* [WHAT TO PRODUCE]: Scan the lines below for "reading" and copy the matches.

PROVIDED MATERIAL Block Start

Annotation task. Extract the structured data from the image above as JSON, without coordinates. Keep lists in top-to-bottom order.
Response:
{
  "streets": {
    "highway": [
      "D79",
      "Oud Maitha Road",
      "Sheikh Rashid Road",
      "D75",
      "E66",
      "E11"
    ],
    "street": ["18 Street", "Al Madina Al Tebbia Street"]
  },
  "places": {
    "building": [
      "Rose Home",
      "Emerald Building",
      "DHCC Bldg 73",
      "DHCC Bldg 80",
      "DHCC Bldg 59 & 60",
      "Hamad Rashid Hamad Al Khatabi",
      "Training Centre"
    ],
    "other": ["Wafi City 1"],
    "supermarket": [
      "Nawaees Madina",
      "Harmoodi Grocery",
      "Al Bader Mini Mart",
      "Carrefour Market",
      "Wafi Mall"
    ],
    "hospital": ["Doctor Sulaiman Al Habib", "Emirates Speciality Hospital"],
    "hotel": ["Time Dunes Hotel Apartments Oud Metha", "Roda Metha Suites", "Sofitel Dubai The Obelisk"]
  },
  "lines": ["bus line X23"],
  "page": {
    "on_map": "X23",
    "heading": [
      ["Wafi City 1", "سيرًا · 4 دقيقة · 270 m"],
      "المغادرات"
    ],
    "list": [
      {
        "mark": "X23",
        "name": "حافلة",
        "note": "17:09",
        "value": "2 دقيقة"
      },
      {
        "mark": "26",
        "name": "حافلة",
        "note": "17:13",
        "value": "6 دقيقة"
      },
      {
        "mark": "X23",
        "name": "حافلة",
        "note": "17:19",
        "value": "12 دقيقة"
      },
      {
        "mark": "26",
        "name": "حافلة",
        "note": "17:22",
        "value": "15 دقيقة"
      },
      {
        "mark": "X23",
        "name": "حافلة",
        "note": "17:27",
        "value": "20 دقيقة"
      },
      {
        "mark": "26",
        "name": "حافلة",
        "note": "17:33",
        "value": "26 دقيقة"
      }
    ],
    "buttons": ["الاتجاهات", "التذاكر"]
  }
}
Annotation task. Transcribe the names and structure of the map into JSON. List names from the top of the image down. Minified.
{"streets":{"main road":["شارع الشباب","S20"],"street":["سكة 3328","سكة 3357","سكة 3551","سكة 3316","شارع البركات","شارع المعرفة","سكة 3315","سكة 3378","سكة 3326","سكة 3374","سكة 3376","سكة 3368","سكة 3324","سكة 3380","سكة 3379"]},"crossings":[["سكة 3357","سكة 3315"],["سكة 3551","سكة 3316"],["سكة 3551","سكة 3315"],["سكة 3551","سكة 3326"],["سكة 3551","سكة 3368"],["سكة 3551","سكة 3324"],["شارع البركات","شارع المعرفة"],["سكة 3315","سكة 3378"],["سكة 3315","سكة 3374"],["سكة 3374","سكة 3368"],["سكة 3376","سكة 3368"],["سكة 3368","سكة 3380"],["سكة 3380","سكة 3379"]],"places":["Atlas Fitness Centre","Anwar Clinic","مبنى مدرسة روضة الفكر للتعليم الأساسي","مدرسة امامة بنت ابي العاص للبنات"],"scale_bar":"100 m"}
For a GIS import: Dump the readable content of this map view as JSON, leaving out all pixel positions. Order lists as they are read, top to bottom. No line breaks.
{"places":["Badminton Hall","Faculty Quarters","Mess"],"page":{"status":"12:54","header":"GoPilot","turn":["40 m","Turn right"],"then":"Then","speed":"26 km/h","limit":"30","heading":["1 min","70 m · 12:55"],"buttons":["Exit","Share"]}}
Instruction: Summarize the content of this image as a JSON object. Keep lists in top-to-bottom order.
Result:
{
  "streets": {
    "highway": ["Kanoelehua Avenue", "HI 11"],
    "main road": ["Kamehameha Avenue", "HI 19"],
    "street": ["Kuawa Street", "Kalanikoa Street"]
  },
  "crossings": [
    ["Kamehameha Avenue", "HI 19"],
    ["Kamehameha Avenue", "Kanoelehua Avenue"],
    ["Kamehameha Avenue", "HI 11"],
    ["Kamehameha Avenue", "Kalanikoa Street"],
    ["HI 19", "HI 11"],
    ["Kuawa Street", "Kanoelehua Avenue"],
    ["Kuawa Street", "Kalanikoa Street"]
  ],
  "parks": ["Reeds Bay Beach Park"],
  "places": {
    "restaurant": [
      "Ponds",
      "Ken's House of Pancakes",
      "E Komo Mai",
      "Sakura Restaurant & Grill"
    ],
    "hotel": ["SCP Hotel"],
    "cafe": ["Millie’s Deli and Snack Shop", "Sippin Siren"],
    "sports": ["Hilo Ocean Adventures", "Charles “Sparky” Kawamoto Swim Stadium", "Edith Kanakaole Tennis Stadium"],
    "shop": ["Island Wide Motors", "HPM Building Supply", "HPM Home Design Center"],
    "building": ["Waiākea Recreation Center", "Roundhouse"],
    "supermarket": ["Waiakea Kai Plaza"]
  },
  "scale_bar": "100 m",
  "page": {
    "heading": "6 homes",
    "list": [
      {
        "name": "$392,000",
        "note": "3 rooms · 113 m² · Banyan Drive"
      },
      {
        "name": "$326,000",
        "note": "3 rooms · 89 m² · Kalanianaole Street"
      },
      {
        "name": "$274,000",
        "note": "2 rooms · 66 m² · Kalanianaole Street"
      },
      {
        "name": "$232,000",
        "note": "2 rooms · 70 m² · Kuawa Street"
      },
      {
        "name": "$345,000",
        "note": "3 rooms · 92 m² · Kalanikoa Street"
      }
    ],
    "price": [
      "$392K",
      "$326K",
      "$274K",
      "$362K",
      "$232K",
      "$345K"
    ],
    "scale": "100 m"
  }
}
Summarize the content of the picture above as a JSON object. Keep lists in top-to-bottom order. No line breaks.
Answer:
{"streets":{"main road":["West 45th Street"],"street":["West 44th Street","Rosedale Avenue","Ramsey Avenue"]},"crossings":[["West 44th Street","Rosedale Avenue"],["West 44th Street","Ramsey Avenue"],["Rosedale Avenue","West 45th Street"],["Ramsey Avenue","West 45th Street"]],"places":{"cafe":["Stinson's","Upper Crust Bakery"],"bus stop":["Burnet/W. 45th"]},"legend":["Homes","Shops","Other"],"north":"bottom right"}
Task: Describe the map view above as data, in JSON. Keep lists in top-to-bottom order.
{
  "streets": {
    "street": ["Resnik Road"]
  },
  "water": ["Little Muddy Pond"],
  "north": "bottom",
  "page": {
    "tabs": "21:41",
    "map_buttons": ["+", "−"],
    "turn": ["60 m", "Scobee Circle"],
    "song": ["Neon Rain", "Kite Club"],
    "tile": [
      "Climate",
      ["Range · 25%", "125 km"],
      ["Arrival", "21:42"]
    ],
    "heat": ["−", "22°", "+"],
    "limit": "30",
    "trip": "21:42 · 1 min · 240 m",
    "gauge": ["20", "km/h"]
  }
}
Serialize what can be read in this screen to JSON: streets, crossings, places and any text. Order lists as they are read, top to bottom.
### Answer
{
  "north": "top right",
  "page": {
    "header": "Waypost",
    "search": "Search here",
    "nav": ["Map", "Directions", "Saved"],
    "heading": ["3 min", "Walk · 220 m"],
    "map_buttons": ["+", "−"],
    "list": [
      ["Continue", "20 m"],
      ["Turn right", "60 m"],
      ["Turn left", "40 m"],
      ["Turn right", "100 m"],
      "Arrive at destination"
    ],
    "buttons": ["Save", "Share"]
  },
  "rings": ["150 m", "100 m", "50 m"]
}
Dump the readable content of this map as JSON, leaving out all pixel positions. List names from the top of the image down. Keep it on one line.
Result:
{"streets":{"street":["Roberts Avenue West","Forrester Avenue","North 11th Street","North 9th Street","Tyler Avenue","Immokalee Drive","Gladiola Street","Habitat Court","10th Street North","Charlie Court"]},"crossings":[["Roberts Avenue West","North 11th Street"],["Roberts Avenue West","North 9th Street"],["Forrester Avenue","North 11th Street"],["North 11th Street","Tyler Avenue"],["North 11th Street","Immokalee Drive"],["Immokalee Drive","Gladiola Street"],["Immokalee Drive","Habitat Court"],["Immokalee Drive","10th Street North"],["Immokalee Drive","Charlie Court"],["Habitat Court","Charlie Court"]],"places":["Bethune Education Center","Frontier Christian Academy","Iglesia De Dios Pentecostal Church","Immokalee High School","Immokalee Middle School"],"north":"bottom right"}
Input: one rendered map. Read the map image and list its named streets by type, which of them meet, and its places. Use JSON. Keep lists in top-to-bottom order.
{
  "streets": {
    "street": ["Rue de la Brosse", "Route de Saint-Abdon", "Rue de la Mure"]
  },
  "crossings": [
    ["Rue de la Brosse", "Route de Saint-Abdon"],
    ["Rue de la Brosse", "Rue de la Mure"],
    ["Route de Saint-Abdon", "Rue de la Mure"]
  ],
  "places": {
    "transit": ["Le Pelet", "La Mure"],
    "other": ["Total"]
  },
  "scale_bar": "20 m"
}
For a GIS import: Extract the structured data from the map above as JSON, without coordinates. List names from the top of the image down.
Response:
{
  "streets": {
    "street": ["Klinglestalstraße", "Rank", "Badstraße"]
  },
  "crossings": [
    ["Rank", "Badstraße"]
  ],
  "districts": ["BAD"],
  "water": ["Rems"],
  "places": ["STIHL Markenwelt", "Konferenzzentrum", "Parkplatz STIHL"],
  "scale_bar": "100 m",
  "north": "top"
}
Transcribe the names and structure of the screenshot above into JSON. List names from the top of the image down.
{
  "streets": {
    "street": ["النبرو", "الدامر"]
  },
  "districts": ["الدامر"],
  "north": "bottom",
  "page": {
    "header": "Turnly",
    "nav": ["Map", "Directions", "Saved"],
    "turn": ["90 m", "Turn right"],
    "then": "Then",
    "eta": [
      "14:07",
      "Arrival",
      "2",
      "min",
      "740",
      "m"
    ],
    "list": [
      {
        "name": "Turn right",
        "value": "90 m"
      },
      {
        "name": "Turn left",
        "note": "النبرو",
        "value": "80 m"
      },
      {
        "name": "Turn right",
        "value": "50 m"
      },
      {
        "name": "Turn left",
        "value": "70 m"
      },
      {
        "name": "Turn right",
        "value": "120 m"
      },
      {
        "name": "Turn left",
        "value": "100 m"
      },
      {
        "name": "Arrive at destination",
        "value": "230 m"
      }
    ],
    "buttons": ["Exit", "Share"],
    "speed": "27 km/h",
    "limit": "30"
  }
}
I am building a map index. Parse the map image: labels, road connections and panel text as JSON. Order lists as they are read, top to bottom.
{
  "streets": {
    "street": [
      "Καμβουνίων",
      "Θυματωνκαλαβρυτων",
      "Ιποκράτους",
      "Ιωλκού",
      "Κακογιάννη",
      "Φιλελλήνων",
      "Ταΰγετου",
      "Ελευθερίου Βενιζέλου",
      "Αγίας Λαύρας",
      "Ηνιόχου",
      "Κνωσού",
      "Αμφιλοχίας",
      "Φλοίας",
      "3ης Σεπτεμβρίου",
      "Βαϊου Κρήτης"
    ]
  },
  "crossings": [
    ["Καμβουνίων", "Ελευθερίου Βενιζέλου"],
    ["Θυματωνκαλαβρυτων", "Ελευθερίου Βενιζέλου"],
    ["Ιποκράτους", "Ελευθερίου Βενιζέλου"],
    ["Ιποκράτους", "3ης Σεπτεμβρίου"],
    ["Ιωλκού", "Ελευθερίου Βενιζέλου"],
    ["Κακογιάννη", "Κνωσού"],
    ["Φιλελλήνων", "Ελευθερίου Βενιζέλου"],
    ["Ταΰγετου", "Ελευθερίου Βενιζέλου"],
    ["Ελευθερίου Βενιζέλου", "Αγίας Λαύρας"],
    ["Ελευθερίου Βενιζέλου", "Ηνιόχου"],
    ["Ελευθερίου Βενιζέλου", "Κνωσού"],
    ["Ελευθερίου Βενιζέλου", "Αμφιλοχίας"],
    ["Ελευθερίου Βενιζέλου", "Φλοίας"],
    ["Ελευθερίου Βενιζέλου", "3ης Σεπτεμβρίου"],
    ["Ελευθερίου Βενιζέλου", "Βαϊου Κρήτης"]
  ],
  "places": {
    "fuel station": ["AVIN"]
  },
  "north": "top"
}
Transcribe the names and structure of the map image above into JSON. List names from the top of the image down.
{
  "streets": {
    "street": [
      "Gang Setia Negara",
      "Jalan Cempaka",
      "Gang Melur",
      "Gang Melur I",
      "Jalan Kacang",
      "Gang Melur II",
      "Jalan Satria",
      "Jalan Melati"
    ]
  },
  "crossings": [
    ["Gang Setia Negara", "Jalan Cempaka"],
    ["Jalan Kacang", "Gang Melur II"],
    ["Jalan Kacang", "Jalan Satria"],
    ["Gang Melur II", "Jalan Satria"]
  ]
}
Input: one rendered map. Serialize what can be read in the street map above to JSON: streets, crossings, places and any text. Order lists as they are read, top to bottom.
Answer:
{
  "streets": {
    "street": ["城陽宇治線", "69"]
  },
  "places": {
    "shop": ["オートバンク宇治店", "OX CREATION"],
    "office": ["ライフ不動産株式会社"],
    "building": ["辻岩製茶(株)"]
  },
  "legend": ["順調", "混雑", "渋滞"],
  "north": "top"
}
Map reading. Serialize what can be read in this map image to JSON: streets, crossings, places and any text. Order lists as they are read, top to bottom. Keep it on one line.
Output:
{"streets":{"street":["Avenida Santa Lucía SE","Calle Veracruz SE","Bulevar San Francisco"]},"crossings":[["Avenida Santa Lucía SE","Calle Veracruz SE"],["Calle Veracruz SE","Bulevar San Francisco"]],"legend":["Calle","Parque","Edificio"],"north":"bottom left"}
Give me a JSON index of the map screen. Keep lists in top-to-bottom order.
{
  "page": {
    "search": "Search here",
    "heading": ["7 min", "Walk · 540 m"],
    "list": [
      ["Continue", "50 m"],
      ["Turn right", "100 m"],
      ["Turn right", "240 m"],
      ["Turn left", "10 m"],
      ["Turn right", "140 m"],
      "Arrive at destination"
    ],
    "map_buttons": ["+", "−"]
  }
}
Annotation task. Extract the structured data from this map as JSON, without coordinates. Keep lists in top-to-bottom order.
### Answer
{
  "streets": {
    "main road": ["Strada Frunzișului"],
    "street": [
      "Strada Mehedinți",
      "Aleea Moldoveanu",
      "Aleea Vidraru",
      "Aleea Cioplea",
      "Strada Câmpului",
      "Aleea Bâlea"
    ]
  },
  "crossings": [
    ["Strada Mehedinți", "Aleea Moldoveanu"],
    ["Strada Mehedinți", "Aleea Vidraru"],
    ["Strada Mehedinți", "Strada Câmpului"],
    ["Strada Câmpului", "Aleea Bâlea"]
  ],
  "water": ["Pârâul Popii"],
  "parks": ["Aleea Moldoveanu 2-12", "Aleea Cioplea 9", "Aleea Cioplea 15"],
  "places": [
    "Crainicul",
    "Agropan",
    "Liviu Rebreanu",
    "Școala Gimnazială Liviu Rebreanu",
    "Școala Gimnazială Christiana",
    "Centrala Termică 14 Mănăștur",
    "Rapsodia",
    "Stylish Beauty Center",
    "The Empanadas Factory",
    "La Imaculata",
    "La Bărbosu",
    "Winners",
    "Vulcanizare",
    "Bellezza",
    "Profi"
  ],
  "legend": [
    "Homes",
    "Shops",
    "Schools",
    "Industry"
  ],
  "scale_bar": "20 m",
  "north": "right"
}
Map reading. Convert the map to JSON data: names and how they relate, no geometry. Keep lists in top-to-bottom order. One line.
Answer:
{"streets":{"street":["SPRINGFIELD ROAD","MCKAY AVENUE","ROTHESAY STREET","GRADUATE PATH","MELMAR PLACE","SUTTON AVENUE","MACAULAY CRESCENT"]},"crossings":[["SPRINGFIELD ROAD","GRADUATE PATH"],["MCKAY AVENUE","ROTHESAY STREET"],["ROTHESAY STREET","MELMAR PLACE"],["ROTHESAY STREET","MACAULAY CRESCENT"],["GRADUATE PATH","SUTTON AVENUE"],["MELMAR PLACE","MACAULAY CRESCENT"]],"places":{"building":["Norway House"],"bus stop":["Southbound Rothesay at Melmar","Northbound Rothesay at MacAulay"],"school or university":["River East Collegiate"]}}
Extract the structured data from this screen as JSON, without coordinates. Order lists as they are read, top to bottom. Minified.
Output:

PROVIDED MATERIAL Block End

* [ANSWER SECTION]:
Map reading. Serialize what can be read in this map image to JSON: streets, crossings, places and any text. Order lists as they are read, top to bottom. Keep it on one line.
Map reading. Convert the map to JSON data: names and how they relate, no geometry. Keep lists in top-to-bottom order. One line.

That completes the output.